L’histoire de la photographie recèle également des road runners qui réalisent le relevé des transformations urbaines et sociales qui ont cours en Amérique du Nord. Les photographes s’intéressent en particulier aux non-lieux caractéristiques des paysages américains en portant leur attention sur les lieux de transit (motels, restaurants, stations-service) et les voies de communication (routes, croisements, autoroutes, boulevards). Jean Baudrillard réalise un tel road trip au milieu des années 1980 pendant lequel il documente sa vision de l’Amérique (Montréal y compris) et rédige un livre où il expose les concepts philosophiques qui la déterminent. Cette expérience rend manifeste l’effet de répétition qui caractérise les routes américaines où le même décor semble se déployer à des kilomètres de distance. Une impression comparable est relatée par Vladimir Nabokov dans Lolita : « mettant ainsi en branle la carte des États-Unis, je m’évertuais à la [Lolita] convaincre que nous ne roulions pas au hasard mais vers une destination précise, vers un plaisir exceptionnel […] Nous avalions avec voracité ces longues autoroutes, la voiture glissait dans un silence extasié sur la surface noire et polie telle une piste de danse. » « Mais le mouvement n’apporta aucun progrès. Espoir aride est tout ce qui en restait »4.

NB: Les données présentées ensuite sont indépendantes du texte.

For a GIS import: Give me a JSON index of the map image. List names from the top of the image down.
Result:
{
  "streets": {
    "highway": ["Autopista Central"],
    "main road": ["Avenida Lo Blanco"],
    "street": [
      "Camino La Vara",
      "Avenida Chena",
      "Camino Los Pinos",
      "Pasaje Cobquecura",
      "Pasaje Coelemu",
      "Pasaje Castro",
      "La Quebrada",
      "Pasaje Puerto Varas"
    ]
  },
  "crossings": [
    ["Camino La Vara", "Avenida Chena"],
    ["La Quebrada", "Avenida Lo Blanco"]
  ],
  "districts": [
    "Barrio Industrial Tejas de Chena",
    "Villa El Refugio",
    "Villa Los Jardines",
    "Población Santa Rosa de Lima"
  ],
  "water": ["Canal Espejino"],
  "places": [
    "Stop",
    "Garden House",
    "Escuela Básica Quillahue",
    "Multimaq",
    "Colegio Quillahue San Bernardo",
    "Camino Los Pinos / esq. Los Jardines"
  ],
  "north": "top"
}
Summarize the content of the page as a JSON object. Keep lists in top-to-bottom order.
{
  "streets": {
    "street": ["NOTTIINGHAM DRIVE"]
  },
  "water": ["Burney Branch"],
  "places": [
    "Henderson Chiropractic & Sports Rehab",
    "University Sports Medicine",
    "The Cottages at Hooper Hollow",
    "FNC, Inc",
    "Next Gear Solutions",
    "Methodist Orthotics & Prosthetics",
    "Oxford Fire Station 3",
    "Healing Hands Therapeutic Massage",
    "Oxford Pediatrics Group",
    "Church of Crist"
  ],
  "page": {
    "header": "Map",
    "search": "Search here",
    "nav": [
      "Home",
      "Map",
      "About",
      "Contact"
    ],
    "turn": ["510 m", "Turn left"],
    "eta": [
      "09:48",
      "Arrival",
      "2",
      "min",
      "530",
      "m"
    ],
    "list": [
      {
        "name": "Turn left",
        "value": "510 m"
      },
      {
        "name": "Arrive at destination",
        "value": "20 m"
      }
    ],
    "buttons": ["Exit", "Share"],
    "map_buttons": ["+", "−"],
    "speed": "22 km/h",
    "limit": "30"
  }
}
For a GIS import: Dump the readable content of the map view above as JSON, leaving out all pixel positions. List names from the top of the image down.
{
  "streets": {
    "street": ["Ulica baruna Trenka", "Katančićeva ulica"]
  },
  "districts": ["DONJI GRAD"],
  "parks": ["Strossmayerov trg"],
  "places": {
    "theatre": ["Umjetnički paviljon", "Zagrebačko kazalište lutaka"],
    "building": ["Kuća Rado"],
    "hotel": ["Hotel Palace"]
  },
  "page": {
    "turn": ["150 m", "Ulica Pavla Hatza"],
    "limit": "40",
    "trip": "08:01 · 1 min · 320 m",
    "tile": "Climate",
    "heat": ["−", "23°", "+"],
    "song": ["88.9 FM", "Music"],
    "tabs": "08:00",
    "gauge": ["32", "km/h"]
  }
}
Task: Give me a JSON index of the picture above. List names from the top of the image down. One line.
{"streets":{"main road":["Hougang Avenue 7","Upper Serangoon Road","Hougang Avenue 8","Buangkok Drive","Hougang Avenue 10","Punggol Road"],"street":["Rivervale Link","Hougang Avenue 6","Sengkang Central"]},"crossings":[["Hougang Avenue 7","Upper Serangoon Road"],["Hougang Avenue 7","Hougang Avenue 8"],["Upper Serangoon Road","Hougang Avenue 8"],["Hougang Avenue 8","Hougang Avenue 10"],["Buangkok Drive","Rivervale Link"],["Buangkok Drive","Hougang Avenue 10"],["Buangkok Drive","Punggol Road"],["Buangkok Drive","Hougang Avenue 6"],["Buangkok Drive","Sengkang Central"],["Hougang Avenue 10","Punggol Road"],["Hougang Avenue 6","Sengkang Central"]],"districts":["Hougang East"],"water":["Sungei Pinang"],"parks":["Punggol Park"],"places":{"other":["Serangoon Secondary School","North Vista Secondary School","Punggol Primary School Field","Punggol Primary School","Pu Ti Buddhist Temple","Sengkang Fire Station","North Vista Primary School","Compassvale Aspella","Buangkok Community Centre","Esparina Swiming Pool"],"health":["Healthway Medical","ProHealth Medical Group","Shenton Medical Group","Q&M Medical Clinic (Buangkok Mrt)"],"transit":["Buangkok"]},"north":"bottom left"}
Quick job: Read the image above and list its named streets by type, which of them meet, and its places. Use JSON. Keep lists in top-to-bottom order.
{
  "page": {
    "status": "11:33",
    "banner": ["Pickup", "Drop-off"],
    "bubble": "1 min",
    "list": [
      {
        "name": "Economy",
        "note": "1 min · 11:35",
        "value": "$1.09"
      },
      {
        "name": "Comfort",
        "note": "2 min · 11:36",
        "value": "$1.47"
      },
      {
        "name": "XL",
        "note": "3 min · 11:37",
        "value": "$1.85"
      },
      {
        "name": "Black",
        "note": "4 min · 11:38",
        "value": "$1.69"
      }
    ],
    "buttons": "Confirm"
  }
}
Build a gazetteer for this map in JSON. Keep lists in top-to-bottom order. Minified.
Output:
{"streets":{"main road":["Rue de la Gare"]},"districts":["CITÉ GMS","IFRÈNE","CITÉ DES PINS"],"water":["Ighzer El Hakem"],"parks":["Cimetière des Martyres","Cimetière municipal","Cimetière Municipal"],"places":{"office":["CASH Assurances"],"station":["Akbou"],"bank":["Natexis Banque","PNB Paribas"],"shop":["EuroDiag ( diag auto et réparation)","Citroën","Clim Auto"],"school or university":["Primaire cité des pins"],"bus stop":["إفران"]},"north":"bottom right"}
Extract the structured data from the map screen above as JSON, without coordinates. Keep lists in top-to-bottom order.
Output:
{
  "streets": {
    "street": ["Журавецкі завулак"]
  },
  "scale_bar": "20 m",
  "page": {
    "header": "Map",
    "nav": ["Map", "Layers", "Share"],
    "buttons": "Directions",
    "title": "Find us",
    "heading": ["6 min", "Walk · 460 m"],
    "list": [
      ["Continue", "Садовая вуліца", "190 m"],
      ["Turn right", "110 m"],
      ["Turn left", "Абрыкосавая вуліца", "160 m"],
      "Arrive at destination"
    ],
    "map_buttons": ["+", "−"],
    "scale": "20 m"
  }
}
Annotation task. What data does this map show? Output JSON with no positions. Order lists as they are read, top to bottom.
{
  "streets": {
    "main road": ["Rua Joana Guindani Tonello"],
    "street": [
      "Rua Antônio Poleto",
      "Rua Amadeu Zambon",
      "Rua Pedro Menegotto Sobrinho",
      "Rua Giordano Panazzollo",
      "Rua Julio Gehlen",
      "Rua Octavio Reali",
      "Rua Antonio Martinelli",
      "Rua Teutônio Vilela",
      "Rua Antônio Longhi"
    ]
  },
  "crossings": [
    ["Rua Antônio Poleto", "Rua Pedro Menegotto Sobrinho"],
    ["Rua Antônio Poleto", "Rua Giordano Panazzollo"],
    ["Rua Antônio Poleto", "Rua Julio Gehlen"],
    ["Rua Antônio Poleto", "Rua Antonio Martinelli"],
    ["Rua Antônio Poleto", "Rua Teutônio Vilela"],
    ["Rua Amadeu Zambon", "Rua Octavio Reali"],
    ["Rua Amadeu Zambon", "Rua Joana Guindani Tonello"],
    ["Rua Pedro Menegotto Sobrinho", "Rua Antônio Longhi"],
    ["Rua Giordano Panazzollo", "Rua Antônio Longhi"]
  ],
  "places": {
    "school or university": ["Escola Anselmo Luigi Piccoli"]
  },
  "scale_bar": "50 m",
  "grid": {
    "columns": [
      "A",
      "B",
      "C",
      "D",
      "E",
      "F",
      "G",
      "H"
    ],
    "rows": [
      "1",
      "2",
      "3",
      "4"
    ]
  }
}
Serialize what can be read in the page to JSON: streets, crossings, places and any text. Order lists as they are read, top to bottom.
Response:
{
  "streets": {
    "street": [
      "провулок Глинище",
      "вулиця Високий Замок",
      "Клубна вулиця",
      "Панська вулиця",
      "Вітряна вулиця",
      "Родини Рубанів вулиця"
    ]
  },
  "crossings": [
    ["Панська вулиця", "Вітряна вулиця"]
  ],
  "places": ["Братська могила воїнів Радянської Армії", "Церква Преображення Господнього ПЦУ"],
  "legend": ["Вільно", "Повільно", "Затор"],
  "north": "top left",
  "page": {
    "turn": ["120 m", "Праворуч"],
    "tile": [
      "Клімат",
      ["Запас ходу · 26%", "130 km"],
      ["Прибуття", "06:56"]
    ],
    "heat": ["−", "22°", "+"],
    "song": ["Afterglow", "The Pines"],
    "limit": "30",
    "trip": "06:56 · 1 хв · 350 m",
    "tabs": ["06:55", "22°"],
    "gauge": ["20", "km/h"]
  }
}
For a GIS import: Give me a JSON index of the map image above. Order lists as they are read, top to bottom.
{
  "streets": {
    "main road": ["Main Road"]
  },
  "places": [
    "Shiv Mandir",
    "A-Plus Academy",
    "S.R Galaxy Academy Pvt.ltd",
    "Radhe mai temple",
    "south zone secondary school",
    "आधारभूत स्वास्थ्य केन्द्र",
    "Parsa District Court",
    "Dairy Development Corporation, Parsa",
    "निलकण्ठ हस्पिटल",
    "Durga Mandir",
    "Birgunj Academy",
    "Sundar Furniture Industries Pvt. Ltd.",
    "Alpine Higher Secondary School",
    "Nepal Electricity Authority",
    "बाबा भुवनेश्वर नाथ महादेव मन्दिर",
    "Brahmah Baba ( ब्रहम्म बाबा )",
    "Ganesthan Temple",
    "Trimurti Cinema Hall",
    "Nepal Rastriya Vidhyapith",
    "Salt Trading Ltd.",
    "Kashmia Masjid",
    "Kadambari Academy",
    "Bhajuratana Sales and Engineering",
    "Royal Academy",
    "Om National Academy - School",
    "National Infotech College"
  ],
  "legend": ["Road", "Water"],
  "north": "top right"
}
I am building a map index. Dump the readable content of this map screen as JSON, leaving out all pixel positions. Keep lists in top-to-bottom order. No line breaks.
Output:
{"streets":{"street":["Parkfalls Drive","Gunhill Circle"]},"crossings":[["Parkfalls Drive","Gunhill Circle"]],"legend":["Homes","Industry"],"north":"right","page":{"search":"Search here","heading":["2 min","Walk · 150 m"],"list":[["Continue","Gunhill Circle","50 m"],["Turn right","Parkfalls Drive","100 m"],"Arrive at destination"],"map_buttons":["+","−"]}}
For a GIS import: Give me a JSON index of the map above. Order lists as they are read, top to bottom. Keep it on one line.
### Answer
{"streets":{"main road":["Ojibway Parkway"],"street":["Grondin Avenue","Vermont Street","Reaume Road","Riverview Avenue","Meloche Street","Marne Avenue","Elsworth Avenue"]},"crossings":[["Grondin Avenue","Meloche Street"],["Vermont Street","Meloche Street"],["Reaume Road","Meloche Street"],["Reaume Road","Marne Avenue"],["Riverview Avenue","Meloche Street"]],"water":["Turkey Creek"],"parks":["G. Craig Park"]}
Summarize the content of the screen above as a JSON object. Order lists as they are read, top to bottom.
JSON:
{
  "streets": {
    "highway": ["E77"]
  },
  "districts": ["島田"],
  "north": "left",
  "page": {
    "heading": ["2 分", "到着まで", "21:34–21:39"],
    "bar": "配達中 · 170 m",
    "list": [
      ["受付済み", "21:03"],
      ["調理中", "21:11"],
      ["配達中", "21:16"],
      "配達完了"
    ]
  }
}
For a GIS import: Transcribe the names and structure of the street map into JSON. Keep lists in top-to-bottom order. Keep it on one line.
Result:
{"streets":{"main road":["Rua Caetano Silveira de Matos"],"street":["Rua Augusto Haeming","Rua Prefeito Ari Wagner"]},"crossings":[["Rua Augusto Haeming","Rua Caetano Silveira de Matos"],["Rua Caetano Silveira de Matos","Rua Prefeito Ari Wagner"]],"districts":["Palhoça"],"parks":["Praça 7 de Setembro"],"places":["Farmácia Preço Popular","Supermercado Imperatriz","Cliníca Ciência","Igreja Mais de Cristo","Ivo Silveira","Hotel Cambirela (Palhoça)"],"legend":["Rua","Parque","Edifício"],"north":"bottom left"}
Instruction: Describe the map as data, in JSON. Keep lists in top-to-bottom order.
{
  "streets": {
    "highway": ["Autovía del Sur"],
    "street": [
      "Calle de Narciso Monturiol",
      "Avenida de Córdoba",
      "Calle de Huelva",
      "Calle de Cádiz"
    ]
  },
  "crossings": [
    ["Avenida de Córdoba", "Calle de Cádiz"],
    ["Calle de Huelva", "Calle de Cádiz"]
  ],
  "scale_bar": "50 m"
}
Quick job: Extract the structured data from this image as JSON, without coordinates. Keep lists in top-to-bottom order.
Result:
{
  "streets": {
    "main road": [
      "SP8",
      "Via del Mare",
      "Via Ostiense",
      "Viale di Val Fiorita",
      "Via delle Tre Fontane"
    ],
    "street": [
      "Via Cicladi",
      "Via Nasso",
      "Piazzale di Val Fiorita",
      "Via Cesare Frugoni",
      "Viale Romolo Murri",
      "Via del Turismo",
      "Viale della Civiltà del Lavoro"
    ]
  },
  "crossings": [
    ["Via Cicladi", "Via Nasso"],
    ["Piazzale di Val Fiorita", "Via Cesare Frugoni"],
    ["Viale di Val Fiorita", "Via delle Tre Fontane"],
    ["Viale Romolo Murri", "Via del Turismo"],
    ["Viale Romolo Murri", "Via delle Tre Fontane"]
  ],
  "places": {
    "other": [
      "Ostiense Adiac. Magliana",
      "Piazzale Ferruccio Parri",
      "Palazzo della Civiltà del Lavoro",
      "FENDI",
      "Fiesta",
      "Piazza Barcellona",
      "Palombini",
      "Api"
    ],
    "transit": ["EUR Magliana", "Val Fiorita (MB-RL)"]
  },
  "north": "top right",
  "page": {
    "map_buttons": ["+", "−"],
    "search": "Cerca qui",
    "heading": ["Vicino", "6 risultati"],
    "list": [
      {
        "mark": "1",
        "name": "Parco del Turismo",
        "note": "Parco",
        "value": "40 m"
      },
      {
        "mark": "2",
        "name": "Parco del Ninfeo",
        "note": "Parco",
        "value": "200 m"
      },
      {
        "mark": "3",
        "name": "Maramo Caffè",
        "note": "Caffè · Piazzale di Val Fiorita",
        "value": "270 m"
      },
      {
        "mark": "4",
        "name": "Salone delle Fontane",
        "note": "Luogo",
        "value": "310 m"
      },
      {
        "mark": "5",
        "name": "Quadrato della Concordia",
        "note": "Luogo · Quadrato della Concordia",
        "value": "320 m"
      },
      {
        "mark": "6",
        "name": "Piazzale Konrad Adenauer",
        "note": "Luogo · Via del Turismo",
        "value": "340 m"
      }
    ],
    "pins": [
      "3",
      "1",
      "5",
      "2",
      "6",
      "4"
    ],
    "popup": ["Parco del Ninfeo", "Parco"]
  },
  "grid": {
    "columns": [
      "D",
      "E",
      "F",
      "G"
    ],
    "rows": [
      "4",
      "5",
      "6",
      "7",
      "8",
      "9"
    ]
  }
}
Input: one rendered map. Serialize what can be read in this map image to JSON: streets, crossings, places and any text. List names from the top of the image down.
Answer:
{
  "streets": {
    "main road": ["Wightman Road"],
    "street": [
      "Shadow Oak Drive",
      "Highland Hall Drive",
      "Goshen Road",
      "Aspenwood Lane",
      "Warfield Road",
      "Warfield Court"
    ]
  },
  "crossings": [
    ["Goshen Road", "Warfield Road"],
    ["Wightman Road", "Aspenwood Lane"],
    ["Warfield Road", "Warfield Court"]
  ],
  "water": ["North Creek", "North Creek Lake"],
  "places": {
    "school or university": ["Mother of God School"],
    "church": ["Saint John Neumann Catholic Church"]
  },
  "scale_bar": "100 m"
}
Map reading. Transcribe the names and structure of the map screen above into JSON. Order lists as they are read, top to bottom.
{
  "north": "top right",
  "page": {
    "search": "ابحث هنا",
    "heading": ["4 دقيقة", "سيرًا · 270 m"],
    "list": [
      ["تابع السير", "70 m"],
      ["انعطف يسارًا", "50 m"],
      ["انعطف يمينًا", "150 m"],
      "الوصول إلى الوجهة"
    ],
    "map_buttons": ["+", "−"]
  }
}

À partir des années 1980, les productions d’images sur la route s’animent et le récit prend alors une place dominante. Le film et la vidéo deviennent plus importants ainsi que les structures narratives que ces médiums sous-tendent. Tel est le cas de l’installation vidéo As the Hammer Strikes réalisée en 1982 par John Massey où l’on aperçoit l’artiste converser avec un homme qu’il a pris en auto-stop en direction de Toronto. On entend le son ambiant à l’intérieur de la camionnette ainsi que les discussions entre les deux hommes et, simultanément à cette première projection, deux autres projections montrent dans un montage alterné les pensées probables de chacun des protagonistes. Massey a du mal à comprendre son interlocuteur et les images révèlent alors les contradictions de cette communication. Cette installation inaugure un mode narratif déterminé par le fait que les artistes ou leurs personnages entreprennent des périples qui manifestent des états de présence ou d’absence et, par conséquent, ils nous situent dans des espaces équivoques. Plusieurs artistes empruntent ainsi les circuits routiers afin d’en proposer, parfois de manière critique, autrement de manière humoristique, des expériences inattendues.
La manifestation Road Runners présentée simultanément à VOX et à la salle Norman-McLaren de la Cinémathèque québécoise réunit des œuvres et des documents des années 1920 à aujourd’hui. Elle sera complétée par une programmation de films intitulée Sur les routes, expressément élaborée par les conservateurs de la Cinémathèque québécoise du 11 au 19 mars 2009.